Lines in the data below that contain the word "overflow" are to be copied.
━━━━━ Data
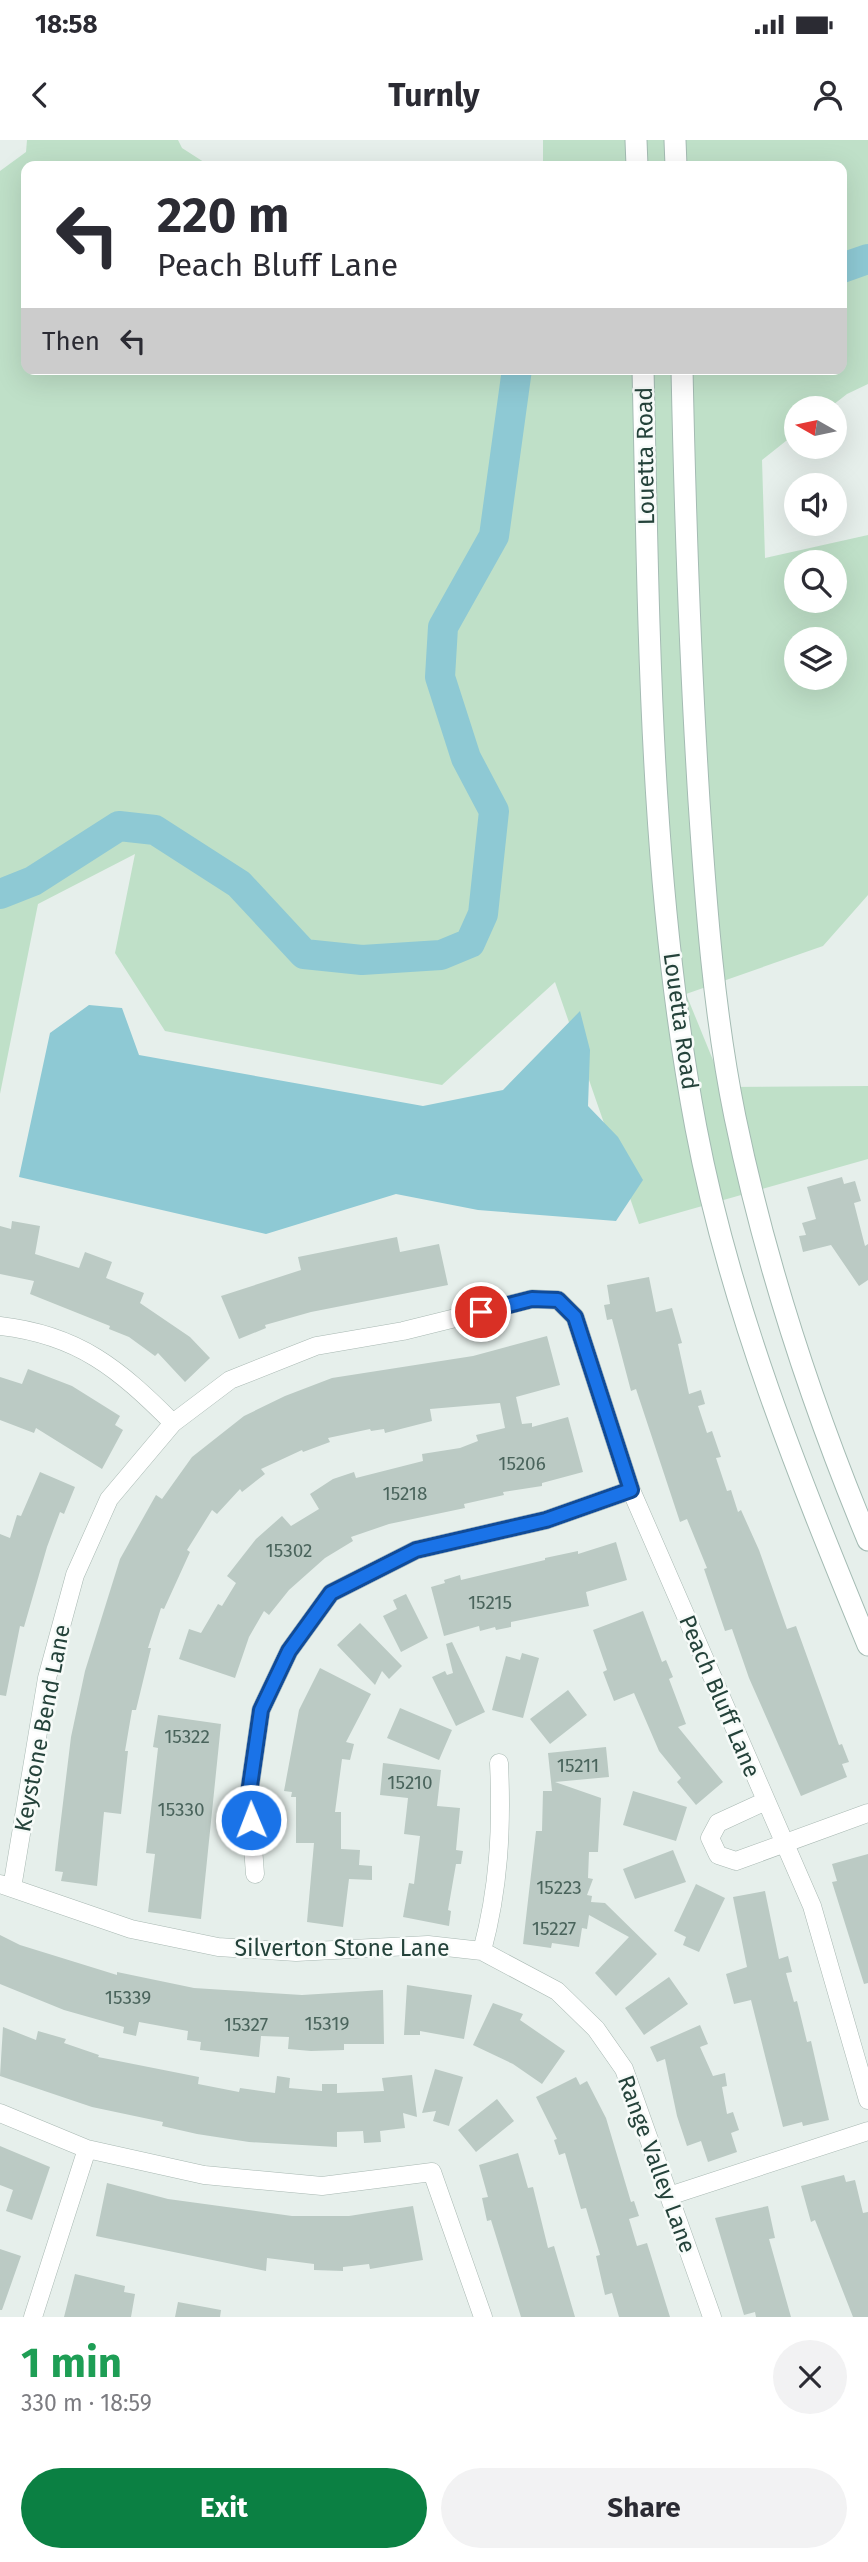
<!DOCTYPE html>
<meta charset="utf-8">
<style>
:root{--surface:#fff;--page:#f2f2f3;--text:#2b2b33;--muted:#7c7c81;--accent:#0b8043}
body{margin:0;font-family:"Fira Sans",sans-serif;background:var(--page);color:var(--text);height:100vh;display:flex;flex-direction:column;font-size:26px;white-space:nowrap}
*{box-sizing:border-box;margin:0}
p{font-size:23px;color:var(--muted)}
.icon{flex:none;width:38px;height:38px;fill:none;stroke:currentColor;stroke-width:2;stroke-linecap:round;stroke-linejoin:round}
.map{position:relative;height:2177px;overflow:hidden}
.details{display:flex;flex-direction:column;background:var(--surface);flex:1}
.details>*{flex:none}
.guide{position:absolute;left:21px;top:21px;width:826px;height:214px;border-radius:14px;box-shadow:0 7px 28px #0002;background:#fff;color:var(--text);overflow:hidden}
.needle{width:46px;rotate:279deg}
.fabs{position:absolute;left:784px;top:256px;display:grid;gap:14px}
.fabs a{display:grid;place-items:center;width:63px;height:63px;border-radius:50%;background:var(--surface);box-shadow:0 7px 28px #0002;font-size:35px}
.pin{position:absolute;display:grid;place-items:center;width:60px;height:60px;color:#fff;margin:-30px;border:4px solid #fff;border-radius:50%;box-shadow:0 2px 7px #0007}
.me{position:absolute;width:77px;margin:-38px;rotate:359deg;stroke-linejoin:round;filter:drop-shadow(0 0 5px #0008)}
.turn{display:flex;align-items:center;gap:24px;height:147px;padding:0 21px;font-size:32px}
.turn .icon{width:91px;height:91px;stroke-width:2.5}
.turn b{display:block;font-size:49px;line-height:60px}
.then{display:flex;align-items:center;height:66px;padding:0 21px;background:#0003;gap:14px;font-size:26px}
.round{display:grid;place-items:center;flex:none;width:74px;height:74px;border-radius:37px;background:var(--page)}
.headline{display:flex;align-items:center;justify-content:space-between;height:119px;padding:0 21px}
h1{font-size:42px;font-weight:700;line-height:52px;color:#1e9e55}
.action{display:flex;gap:14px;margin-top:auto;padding:14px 21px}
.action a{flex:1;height:80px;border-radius:42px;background:var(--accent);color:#fff;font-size:28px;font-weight:700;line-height:80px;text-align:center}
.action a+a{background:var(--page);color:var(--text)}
.status{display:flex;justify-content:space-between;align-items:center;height:49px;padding:0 35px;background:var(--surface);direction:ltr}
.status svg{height:19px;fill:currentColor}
header{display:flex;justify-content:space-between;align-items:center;height:91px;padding:0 21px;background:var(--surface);font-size:32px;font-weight:700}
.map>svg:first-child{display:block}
</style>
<div class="status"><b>18:58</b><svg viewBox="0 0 49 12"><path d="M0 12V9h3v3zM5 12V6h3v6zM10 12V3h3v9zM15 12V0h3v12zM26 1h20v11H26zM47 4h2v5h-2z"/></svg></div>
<header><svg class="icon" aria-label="back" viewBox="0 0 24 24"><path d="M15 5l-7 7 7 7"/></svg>Turnly<svg class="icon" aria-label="person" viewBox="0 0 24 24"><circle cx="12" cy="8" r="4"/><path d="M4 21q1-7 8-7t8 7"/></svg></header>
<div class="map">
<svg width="868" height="2177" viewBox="0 0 868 2177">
<rect width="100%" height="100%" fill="#e6efeb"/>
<path fill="#bfe0c8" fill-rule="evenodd" d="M27,0H178L182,8L210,26H26V229H842V26H543V0H868V244L847,254L829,268H796V293L762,320L765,418L868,395V755L823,806L686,854L724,947L868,946V1019L639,1084L555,842L442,945L165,891L115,813L135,714L38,764L0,954V31L26,12ZM796,422H835V460H796ZM796,499H835V537H796Z"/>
<path fill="#8ec9d4" d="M89,865L122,868L139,915L423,966L503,950L580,871L590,910L588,966L618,997L643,1040L616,1081L478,1070L396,1054L266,1094L19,1037L50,893Z"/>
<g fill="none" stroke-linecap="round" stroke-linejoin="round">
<path stroke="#8ec9d4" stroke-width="30" d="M842,128L868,119
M0,754L33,741L119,686L155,690L239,744L304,814L362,820L441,815L470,803L483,774L494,671L466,618L440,537L443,487L494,396L517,229"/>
</g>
<path fill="#bbcac4" d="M842,1037L844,1044L855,1041L861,1061L854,1063L865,1106L868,1104V1140L859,1146L831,1105L803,1112L799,1096L806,1095L802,1083L816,1079L807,1047Z
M12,1081L40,1086L35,1114L79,1128L85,1112L112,1122L106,1138L144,1153L140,1163L190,1197L210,1218L185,1242L158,1213L155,1216L129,1197L109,1189L110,1186L30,1154L34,1141L0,1134V1086L11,1089Z
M397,1097L400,1112L439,1104L448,1145L311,1172L265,1185L266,1188L239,1199L221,1156L301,1130L298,1117Z
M649,1137L656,1172L672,1168L682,1203L678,1204L689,1254L701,1250L705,1264L698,1266L707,1293L712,1291L721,1317L716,1318L727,1351L731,1350L738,1372L741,1370L759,1410L787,1489L796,1486L839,1605L842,1604L849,1622L842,1624L847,1637L801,1656L749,1538L732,1489L725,1491L704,1429L707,1428L687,1379L680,1382L636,1249L631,1251L612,1179L607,1180L604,1165L610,1164L607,1145Z
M547,1196L560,1245L516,1257L522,1284L532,1283V1287L568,1277L583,1332L542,1343V1346L503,1352L504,1355L464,1364L465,1368L389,1384L351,1397L353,1401L325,1418L289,1450L269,1475L264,1471L249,1497L235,1538L179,1519L189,1489L201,1493L218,1464L222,1466L236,1443L227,1436L256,1399L282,1376L291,1386L319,1369L310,1354L333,1339L354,1332L356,1338L423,1321L422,1314L460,1308L478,1301L476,1295L505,1288L500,1263L430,1269L432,1281L385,1293L384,1289L371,1291L370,1289L328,1298L330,1302L303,1312L302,1310L261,1329L265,1334L242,1352L240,1349L217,1374L212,1370L187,1410L190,1412L164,1469L161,1468L148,1508H151L136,1570H132L125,1611H128L121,1674L104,1672L97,1746L61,1741L63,1732L55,1731L58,1704L71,1597L85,1531L120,1419L156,1355L162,1359L192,1317L244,1276L285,1256L332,1238L473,1216Z
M28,1229L72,1246L120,1276L115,1285L123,1290L102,1329L36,1288L34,1293L0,1280V1237L22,1244Z
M40,1332L75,1347L64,1374L60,1372L47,1407L24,1487L20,1486L6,1556L0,1555V1394L10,1398L17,1375L21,1376Z
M616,1402L627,1440L586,1452L589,1466L511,1482V1487L496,1490L495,1487L480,1491L479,1486L444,1496L431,1447L445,1443L444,1440L460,1435L461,1440L545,1420V1418L578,1411V1414Z
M406,1454L428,1498L401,1512L383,1476L397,1469L393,1460Z
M643,1471L662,1522L666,1520L673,1537L669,1539L686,1584L678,1587L723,1642L696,1665L677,1642L681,1638L659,1611L634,1553L614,1561L603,1532L607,1530L593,1490Z
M360,1483L402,1526L389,1539L382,1531L375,1545L337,1505Z
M452,1502L485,1572L456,1586L432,1537L445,1531L447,1535L453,1533L446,1504Z
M522,1513L539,1518L523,1578L492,1570L506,1516L520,1520Z
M320,1528L371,1554L346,1602L354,1604L350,1620L342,1619L335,1672H341V1709L360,1710L359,1725L372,1726V1740L349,1739L343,1787L307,1782L314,1703H296V1657H291L292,1652L284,1651L299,1570Z
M568,1550L587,1575L550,1604L530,1579Z
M400,1568L452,1590L439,1620L387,1598Z
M158,1575L221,1584L201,1779L148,1772L155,1714L146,1713L158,1608L153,1607Z
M606,1607L609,1637L555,1642L601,1658L598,1712H589L588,1738L593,1739L587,1755L592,1756L591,1762L605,1763L657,1814L616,1856L595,1833L629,1797L589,1775L587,1789L582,1788L579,1807L552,1803L551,1808L523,1804L536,1691H542L543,1651H552L548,1613Z
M383,1623L441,1630L437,1666L460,1668L456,1710L463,1711L461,1724H456L448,1770L451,1771L449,1786L403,1777L409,1743L414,1744L420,1696L404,1694L408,1658L380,1655Z
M633,1651L687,1667L676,1701L623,1685Z
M673,1710L686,1742L635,1759L623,1729Z
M868,1714V1843L864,1844L832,1742L837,1741L832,1724Z
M696,1744L725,1758L699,1812L683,1805L686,1797L674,1791Z
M765,1751L779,1819L788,1816L792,1832L786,1833L794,1862L797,1861L807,1902L811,1901L829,1980L803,1986L802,1982L783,1987L751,1860L734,1864L726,1834L747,1827L733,1757Z
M0,1795L20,1805L117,1835V1832L194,1848L302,1855L383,1850L384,1904H344V1910L311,1911L288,1909L289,1897L261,1896L259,1917L200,1910L201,1902L187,1900L188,1891L139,1882L136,1896L123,1893L124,1887L64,1870L0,1844Z
M669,1837L688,1864L644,1895L625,1868Z
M407,1845L472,1855L464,1899L420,1891V1895H404Z
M493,1863L523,1874L520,1880L565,1911L542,1944L513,1924L473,1905Z
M700,1885L708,1904L700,1907L713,1936L725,1933L727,1946L722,1947L727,1974L733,1972L739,1990L731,1993L737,2012L708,2022L701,2001L687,2006L677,1976L665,1919L657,1922L650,1907Z
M3,1887L36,1900L38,1891L66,1899L64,1903L99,1915L98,1917L199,1937L198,1944L239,1952L240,1948L275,1953L277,1936L290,1938L289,1948L322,1951V1944H337V1953L384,1951L382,1938L412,1935L417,1977L403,1973L405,1988L380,1991L381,2002L364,2003L363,1991L337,1992V2007L249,2002L197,1994L162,1986L163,1982L92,1967L0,1936Z
M435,1929L463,1937L449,1986L433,1981L436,1971L422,1973Z
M576,1937L580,1945L587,1941L606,1978L631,2062L634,2061L639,2076L629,2079L637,2106L647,2103L670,2177H619L612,2153L605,2155L596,2116L600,2115L586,2068L581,2069L565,2013L559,2015L554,2000L557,1999L536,1957Z
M497,1959L514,1981L476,2012L458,1990Z
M0,2006L50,2027L32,2080L6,2071L13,2050L0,2045Z
M518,2013L528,2048L533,2047L548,2108L554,2106L575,2177H521L491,2080L487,2081L482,2058L488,2057L479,2025Z
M844,2035L846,2042L855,2040L863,2073L868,2072V2177H853L815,2080L811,2082L801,2046Z
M107,2043L168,2059L292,2076H349L413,2066L423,2120L370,2129L369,2124L343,2127V2131L314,2130V2124L267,2118L266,2131L96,2096Z
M768,2066L775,2098L769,2099L791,2177H756L755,2172L744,2175L715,2078Z
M0,2109L21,2116L2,2170H0Z
M75,2134L125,2146L124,2152L135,2154L131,2177H64Z
M178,2162L221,2170L220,2177H175Z"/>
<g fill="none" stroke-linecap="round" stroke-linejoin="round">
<g stroke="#a8b8b2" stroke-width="19">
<path id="minor" d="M0,1186C79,1195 119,1229 173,1283
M766,1661L718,1683L710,1698L718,1715L736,1721L868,1673
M255,1734L249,1653L261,1570L289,1511L331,1453L416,1410L546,1380L631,1350
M0,1744L131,1789L218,1807L296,1812L428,1805L482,1811L557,1851L596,1889L624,1929L712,2177
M12,1748L47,1538L75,1435L109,1359L173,1283L230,1240L316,1206L403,1191L532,1159L558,1160L575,1177L631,1350L812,1766L868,1960
M482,1811C499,1748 502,1688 499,1623
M0,1973L87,2009L204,2035L322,2046L432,2032L483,2177
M669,2056L868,1991
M33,2177L87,2009"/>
</g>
<g stroke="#a4bbb3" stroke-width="23">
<path id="secondary" d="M636,0L637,26
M675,0L676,26
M643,229C649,482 649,740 696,988C730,1168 799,1337 868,1505
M682,229C685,373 690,517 699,661C706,766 714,874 735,977C765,1122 811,1263 868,1400"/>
</g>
<use href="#minor" stroke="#fff" stroke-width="18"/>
<use href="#secondary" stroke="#fff" stroke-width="21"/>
</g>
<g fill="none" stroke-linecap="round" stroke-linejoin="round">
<g stroke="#114b97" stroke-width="18">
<path id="route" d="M251,1680L249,1653L261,1570L289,1511L331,1453L416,1410L546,1380L631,1350L575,1177L558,1160L532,1159L481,1172"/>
</g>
<use href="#route" stroke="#1a73e8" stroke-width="12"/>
</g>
<g text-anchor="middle" stroke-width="5" stroke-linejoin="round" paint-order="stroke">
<g font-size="19" fill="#4a645c">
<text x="522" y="1330">15206</text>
<text x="405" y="1360">15218</text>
<text x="289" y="1417">15302</text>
<text x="490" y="1469">15215</text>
<text x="187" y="1603">15322</text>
<text x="578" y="1632">15211</text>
<text x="410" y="1649">15210</text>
<text x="181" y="1676">15330</text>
<text x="559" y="1754">15223</text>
<text x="554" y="1795">15227</text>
<text x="128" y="1864">15339</text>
<text x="327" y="1890">15319</text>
<text x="246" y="1891">15327</text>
</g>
<g font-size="23" fill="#24423a" stroke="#f7fbf9">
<text transform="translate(645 316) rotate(-91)" y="8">Louetta Road</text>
<text transform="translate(681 881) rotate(82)" y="8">Louetta Road</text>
<text transform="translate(720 1556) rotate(67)" y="8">Peach Bluff Lane</text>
<text transform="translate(42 1588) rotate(-79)" y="8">Keystone Bend Lane</text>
<text x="342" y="1816">Silverton Stone Lane</text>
<text transform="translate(657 2024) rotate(70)" y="8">Range Valley Lane</text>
</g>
</g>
</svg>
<div class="fabs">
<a><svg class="needle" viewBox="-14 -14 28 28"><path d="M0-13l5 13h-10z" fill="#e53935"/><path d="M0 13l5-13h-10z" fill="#7c7c81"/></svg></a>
<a><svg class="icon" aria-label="sound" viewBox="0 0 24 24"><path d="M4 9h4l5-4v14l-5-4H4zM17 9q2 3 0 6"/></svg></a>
<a><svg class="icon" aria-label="search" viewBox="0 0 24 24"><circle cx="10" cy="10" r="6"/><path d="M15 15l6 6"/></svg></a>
<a><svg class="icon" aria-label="layers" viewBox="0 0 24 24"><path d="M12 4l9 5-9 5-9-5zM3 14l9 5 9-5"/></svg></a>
</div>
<div class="pin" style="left:481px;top:1172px;background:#d93025"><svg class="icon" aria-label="arrive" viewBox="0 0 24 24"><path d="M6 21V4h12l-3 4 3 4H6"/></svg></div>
<svg class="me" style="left:251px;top:1680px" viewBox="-20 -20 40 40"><circle r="17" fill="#1a73e8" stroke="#fff" stroke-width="3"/><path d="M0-11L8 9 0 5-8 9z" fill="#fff"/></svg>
<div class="guide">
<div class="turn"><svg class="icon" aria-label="left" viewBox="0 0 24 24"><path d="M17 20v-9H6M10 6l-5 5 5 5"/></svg><div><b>220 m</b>Peach Bluff Lane</div></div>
<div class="then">Then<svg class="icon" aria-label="left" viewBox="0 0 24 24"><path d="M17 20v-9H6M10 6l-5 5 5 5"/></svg></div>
</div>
</div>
<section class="details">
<div class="headline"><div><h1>1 min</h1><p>330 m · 18:59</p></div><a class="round"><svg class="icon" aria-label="close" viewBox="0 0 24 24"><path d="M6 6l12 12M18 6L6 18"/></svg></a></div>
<div class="action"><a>Exit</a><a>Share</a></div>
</section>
━━━━━━━━━━
#### Result of the exercise:
.map{position:relative;height:2177px;overflow:hidden}
.guide{position:absolute;left:21px;top:21px;width:826px;height:214px;border-radius:14px;box-shadow:0 7px 28px #0002;background:#fff;color:var(--text);overflow:hidden}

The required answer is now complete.